The discovery is expected to reduce the time it takes to develop new disease-resistant wheat strains by about one-third, as well as predict how new varieties will perform in the field, even before the seed is in the ground. It will also help breeders develop wheat that does well in drought, saline soil, high humidity or other previously inhospitable climates.

The work is also paving the way to identify the specific genes responsible for wheat allergies and sensitivity.

“How do you thank a team of scientists who persevered and succeeded in sequencing the wheat genome and changed wheat breeding forever?” ​said Stephen Baenziger, University of Nebraska–Lincoln Professor and Nebraska Wheat Growers Presidential Chair.

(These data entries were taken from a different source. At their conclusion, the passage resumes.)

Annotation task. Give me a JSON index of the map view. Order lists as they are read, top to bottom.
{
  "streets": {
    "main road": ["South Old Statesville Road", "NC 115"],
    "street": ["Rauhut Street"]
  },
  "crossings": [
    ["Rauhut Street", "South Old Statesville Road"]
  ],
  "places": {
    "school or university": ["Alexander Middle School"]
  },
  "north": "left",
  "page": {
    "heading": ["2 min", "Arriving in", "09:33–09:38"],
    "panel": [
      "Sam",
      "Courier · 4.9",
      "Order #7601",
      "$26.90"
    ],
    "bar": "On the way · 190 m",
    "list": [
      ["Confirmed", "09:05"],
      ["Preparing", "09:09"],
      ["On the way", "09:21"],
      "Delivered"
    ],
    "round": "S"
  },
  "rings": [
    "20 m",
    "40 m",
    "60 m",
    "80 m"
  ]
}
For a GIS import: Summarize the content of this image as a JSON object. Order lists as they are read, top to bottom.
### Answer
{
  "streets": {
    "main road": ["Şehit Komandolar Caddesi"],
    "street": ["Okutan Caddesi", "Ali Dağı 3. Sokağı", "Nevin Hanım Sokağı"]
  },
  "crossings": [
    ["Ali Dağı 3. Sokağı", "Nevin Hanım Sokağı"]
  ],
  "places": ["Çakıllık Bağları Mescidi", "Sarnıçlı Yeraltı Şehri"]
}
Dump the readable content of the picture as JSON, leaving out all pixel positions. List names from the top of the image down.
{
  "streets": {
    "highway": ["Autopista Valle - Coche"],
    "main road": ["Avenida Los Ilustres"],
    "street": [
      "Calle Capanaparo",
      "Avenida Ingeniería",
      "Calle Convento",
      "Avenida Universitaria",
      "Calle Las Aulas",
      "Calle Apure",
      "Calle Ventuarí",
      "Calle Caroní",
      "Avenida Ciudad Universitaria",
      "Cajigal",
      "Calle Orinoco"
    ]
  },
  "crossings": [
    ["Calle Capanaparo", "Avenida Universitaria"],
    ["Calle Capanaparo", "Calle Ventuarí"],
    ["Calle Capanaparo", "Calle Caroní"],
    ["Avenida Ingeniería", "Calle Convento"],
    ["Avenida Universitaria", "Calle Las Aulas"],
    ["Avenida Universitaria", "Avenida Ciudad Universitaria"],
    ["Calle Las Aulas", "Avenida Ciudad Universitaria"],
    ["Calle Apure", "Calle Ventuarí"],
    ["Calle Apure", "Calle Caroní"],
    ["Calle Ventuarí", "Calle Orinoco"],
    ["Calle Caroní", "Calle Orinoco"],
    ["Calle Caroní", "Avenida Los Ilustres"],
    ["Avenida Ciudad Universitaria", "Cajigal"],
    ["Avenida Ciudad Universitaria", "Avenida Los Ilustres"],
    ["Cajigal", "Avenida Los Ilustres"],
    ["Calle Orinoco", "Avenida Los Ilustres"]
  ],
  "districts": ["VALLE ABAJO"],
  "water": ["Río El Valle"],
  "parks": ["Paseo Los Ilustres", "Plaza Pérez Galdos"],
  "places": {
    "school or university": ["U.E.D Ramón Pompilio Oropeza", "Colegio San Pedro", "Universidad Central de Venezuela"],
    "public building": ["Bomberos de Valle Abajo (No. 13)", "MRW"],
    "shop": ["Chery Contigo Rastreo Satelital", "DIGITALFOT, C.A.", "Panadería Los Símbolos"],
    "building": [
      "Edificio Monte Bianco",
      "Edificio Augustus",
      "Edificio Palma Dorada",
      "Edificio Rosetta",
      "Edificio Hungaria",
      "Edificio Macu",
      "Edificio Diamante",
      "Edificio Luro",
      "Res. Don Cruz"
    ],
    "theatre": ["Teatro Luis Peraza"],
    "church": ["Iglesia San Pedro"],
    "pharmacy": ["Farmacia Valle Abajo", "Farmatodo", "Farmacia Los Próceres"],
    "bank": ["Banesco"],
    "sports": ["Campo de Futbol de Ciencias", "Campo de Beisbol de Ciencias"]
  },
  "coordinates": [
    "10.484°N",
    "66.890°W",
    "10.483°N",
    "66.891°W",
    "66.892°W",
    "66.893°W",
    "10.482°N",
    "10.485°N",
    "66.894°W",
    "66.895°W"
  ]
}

“Perhaps it is not with the words of a scientist, but with the smiles of well-nourished children and their families whose lives have been changed for the better.”

All IWGSC reference sequence resources are publicly available at the IWGSC data repository at URGI-INRA Versailles and at other international scientific databases such as GrainGenes and Ensembl Plant.

Study:

“Shifting the limits in wheat research and breeding using a fully annotated reference genome”

Authors: The International Wheat Genome Sequencing Consortium (IWGSC): Rudi Appels, Kellye Eversole, Catherine Feuillet, et al.

Science, August 17, 2018: Vol. 361, Issue 6403

DOI: 10.1126/science.aar7191

The IWGSC is a non-profit organization that was founded in 2005. Today, it has 2,400 members in 68 countries, comprising wheat growers, plant scientists, and public and private breeders.

The goal of the IWGSC is to make a high-quality genome sequence of bread wheat publicly available to pave the way to develop improved varieties.